HOW TO COMPLETE THIS TASK: Copy all lines containing the string "into" from the records below.

(Saved data entries)
========================================

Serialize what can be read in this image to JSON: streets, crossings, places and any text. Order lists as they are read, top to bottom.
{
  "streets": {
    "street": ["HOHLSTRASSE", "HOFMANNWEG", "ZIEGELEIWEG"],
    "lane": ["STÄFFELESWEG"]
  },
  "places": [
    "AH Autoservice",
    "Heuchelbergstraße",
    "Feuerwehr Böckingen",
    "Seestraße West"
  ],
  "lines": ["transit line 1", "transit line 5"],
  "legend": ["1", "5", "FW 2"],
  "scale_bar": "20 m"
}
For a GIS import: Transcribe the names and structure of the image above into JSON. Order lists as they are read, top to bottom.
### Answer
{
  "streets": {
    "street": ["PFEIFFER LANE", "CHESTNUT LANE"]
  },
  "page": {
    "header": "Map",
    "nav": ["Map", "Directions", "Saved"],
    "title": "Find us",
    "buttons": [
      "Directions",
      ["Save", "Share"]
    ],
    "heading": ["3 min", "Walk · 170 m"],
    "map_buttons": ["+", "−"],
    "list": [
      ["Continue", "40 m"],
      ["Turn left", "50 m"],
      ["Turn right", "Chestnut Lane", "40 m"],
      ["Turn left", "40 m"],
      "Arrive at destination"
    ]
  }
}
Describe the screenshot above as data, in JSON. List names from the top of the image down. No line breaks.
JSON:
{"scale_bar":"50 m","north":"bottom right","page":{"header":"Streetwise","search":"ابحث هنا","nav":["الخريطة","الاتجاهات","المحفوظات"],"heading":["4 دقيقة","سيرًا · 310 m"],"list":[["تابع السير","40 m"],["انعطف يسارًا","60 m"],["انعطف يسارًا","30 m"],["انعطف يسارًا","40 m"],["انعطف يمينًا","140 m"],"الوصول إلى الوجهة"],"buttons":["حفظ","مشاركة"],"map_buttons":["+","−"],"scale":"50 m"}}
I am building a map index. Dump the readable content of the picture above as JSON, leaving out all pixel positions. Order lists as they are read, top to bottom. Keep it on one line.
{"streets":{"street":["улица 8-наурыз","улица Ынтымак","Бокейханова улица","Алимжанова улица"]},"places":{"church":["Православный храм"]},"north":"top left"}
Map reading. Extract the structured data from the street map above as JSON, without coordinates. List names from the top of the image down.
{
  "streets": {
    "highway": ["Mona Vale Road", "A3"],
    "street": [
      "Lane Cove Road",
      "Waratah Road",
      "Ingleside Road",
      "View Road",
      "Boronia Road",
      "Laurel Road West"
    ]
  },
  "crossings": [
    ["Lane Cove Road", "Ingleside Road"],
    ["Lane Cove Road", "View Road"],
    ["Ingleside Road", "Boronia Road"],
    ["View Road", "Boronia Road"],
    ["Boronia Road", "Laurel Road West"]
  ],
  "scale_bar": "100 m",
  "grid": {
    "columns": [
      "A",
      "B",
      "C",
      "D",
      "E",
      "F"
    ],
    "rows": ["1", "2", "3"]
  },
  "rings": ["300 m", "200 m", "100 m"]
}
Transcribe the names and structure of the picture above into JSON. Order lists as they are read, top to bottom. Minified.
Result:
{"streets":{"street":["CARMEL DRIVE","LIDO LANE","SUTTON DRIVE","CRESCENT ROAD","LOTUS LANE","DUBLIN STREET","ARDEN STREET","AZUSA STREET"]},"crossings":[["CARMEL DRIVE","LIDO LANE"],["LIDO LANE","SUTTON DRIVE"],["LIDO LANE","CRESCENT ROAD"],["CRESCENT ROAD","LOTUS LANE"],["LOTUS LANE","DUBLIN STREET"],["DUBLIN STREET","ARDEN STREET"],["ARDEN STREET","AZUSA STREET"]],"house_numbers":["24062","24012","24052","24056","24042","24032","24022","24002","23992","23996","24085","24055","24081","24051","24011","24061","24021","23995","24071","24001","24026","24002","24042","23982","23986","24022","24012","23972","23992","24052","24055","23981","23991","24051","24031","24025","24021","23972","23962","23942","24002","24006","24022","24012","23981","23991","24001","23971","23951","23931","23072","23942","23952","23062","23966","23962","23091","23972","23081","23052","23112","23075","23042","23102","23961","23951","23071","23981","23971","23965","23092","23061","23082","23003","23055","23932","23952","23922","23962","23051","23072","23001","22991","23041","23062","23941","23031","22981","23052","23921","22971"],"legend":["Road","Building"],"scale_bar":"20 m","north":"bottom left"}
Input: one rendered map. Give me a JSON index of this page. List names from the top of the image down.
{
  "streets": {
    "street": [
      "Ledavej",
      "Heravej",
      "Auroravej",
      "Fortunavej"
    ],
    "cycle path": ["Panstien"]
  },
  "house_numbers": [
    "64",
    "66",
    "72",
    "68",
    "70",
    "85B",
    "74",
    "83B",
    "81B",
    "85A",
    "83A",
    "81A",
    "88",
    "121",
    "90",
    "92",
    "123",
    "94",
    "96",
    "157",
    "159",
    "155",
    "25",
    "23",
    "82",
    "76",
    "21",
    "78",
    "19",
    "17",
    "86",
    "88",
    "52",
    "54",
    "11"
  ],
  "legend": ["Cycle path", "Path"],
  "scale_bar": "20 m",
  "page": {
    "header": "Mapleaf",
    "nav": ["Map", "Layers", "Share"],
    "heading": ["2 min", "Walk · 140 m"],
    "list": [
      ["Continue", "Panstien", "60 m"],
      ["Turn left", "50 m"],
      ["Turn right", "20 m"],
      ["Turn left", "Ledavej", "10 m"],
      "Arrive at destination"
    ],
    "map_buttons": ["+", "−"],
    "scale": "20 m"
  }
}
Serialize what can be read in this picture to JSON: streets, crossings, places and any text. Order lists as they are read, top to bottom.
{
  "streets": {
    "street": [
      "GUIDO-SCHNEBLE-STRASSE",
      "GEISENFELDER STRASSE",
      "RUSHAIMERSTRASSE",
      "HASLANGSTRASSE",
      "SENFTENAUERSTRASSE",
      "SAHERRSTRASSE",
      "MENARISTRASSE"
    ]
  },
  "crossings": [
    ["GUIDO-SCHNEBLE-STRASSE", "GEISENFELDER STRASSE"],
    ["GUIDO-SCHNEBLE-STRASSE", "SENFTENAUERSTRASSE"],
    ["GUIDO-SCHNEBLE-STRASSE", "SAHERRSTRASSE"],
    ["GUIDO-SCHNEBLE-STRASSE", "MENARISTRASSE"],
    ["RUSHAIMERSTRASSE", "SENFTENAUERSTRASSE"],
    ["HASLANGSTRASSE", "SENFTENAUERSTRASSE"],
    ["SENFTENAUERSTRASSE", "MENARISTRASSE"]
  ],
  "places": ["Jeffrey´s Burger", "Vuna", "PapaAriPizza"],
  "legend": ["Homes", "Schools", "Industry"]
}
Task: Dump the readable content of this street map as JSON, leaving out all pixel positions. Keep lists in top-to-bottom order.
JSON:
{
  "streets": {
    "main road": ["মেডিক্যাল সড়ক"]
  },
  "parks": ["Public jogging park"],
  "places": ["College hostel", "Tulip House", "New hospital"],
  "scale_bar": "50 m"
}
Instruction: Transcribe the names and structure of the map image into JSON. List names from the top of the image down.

========================================

RESPONSE BELOW:
For a GIS import: Transcribe the names and structure of the image above into JSON. Order lists as they are read, top to bottom.
Transcribe the names and structure of the picture above into JSON. Order lists as they are read, top to bottom. Minified.
Instruction: Transcribe the names and structure of the map image into JSON. List names from the top of the image down.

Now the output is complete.